Писал Гоголь довольно красиво и разборчиво, большею частью на белой почтовой бумаге большого формата. Такими бывали, по крайней мере, последние, доведенные до полной отделки его рукописи.
Однажды, кажется у Шевырева, кто-то из гостей, – несмотря на принятую всеми знавшими Гоголя систему не спрашивать его ни о чем, особенно о литературных работах и предприятиях, – не удержался и заметил ему, что это он смолк: ни строки, вот уже сколько месяцев сряду! Ожидали простого молчания, каким отделывался Гоголь от подобных вопросов, или ничего не значащего ответа. Гоголь грустно улыбнулся и сказал: «Да, как странно устроен человек: дай ему все, чего он хочет, для полного удобства жизни и занятий, тут-то он и не станет ничего делать; тут-то и не пойдет работа».

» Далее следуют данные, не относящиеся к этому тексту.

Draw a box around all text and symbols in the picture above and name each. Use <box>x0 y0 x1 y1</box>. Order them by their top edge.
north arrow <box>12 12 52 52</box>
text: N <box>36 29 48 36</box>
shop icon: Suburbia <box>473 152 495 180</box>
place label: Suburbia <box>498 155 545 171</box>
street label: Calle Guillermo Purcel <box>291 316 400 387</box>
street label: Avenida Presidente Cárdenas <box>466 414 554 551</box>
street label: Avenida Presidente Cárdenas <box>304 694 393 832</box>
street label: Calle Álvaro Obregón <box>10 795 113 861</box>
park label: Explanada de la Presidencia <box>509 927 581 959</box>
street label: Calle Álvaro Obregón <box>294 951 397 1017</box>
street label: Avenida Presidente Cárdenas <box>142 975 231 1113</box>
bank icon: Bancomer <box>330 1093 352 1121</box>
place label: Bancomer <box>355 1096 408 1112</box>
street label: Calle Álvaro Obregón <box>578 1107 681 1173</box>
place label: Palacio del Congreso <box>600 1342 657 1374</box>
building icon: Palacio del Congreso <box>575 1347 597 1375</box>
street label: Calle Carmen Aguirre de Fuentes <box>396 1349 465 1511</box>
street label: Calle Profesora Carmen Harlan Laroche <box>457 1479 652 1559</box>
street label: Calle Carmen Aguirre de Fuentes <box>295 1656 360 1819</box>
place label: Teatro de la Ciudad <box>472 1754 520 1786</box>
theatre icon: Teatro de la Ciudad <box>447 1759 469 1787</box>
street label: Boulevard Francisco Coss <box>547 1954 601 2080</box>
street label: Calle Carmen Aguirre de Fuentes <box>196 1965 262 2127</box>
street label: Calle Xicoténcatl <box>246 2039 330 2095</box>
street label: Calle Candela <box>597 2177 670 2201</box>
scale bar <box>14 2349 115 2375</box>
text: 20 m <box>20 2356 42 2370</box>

Н. В. Берг. Воспоминания о Н. В. Гоголе. Рус. Стар., 1872, янв., 127, 124, 122.
С нового года напали на меня разного рода недуги. Все болею и болею: климат допекает. Куда убежать от него, еще не знаю; пока не решился ни на что. Болезни приостановили мои занятия с «Мертвыми душами», которые пошли было хорошо. Может быть, – болезнь, а может быть, и то, что, как поглядишь, какие глупые настают читатели, какие бестолковые ценители, какое отсутствие вкуса… – просто не подымаются руки. Странное дело, хоть и знаешь, что труд твой не для какой-нибудь переходной современной минуты, а все-таки современное неустройство отнимает для него спокойствие.
Гоголь – Н. Я. Прокоповичу, 29 марта 1850 г., из Москвы. Письма, IV, 311.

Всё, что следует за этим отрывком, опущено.